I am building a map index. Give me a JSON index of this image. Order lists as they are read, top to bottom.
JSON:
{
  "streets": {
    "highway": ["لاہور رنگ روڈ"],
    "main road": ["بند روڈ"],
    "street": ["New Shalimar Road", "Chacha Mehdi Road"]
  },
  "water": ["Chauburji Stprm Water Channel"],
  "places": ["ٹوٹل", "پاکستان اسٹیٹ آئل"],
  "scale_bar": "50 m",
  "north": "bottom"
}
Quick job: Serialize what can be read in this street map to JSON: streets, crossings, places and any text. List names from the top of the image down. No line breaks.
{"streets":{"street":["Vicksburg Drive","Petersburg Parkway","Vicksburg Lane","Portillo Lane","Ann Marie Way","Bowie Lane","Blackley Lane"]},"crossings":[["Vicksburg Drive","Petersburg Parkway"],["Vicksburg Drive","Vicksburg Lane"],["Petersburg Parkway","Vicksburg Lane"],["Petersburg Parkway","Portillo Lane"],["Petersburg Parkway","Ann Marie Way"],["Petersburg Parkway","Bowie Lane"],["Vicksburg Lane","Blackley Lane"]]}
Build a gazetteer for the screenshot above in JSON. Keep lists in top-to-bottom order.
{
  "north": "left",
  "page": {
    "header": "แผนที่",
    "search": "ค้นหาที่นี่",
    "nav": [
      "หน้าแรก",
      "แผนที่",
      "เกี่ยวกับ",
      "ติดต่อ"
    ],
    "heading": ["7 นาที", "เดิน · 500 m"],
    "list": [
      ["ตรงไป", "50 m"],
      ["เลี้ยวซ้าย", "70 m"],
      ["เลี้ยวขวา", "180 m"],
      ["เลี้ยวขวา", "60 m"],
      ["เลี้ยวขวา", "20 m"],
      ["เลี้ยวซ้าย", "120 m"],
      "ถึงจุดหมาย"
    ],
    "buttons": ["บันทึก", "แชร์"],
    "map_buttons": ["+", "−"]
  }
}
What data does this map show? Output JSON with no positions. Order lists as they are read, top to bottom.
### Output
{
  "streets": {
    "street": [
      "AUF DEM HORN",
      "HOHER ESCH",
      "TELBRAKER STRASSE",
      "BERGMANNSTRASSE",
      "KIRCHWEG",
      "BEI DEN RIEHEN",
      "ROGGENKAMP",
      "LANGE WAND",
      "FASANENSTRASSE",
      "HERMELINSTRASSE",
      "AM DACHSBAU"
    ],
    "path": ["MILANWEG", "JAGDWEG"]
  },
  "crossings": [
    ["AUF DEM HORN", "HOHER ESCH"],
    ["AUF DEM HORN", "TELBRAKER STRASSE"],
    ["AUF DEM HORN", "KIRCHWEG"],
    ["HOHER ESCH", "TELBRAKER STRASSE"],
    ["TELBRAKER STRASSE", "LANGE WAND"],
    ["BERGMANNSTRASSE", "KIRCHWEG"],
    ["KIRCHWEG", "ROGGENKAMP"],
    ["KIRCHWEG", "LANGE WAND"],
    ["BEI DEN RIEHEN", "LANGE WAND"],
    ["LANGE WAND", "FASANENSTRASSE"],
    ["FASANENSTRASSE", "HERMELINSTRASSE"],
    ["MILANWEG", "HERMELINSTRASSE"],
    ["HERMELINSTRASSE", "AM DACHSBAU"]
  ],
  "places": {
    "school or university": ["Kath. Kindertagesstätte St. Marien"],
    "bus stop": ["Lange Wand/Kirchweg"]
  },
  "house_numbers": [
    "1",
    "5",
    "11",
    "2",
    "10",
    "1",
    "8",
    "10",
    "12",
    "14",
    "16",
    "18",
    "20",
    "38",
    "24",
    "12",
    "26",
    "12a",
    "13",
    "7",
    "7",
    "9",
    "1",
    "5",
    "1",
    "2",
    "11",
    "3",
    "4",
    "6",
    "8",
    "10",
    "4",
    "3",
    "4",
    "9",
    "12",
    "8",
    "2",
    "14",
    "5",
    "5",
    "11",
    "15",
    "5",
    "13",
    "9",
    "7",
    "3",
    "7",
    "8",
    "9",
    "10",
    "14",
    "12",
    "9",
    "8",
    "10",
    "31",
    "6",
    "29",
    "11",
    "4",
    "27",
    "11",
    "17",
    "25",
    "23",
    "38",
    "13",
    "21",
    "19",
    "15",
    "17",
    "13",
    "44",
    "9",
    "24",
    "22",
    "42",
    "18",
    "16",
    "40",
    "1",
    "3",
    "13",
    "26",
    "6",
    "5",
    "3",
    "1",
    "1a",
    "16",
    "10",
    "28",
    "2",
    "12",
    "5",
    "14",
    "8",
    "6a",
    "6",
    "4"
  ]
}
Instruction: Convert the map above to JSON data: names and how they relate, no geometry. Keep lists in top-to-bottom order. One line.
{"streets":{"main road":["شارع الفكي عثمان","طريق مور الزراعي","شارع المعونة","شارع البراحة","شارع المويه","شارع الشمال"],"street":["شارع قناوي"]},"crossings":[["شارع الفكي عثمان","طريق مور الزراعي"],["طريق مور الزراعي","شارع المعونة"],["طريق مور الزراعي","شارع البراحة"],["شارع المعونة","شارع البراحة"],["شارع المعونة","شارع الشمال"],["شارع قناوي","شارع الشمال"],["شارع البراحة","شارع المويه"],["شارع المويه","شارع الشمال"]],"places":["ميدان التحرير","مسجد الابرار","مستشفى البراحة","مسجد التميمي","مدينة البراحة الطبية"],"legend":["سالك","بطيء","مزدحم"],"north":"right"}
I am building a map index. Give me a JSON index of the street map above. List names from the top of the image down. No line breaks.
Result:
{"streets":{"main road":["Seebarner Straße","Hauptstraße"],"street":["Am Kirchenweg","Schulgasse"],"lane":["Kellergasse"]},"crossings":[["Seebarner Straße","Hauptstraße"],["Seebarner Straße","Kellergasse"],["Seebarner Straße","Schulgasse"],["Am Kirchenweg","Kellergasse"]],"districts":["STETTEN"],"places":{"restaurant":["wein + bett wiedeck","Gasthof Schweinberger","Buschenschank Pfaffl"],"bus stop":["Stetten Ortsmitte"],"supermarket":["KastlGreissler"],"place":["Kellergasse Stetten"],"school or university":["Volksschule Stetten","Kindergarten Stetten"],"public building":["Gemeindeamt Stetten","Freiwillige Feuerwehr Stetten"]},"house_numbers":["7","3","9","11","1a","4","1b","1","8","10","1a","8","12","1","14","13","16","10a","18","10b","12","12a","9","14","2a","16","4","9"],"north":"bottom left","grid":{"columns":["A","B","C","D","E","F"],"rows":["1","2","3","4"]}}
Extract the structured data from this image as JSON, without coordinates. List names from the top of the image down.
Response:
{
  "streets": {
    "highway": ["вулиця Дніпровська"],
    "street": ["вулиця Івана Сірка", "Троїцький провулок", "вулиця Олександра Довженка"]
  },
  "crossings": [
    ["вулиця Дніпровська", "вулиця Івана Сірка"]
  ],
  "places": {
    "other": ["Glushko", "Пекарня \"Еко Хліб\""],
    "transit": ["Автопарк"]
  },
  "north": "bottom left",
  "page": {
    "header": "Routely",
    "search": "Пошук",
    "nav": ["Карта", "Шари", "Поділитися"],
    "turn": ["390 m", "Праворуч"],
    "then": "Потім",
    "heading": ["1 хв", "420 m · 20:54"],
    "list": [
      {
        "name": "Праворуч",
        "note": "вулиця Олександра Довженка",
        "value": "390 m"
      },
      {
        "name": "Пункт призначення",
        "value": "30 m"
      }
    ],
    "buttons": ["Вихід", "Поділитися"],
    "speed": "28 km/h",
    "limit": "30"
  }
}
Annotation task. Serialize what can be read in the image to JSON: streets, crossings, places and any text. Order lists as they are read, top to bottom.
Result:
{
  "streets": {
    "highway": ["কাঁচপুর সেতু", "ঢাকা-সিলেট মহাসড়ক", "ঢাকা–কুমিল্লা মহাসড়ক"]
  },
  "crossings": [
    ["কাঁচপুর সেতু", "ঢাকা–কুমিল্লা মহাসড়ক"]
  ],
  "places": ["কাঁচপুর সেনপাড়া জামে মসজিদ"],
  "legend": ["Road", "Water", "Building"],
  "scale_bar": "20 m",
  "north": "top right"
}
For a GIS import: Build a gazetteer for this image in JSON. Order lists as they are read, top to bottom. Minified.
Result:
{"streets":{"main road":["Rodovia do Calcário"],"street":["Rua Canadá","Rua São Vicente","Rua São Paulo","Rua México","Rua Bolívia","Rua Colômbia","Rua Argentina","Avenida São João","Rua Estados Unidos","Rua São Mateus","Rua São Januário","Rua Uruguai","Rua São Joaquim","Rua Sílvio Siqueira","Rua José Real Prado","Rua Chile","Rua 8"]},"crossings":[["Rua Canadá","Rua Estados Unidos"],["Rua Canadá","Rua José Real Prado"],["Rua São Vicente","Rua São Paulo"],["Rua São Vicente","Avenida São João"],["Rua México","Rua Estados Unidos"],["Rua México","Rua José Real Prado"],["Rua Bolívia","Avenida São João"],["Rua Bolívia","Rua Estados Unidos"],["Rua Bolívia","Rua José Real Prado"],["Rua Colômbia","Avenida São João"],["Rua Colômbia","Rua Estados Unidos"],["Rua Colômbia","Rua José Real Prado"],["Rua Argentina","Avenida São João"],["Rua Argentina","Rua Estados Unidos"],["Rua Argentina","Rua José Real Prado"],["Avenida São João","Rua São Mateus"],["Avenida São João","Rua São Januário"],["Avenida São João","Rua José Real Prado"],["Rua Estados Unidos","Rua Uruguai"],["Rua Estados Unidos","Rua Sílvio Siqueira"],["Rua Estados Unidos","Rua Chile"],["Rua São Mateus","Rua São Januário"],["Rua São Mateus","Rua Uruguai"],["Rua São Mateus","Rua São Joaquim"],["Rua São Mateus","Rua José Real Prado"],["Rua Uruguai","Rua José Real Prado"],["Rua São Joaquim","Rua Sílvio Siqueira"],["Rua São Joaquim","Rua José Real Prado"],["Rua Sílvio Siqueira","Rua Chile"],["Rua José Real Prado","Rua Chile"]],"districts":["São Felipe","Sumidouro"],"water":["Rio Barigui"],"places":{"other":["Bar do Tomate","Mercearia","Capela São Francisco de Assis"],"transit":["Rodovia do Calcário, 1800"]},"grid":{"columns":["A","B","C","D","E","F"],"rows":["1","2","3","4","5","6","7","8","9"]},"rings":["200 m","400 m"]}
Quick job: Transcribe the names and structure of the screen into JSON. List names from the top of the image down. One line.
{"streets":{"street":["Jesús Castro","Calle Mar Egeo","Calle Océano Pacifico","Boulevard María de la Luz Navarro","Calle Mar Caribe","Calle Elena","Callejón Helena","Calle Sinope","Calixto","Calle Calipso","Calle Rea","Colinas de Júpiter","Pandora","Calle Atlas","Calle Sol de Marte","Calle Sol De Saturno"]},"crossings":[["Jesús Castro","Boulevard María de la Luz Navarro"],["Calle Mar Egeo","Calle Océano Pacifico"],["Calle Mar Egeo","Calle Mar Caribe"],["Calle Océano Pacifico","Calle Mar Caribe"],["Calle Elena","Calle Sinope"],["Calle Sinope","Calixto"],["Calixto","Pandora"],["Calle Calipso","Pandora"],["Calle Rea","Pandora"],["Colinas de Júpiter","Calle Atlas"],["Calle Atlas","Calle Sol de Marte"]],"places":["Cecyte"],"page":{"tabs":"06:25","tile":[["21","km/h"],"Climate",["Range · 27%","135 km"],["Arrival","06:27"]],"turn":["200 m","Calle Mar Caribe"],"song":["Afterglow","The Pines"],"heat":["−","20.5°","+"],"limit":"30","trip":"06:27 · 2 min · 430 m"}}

***

**Problem details:** In the listing above, find each line with the word "MILANWEG" and copy it.

**Solution:**
    "path": ["MILANWEG", "JAGDWEG"]
    ["MILANWEG", "HERMELINSTRASSE"],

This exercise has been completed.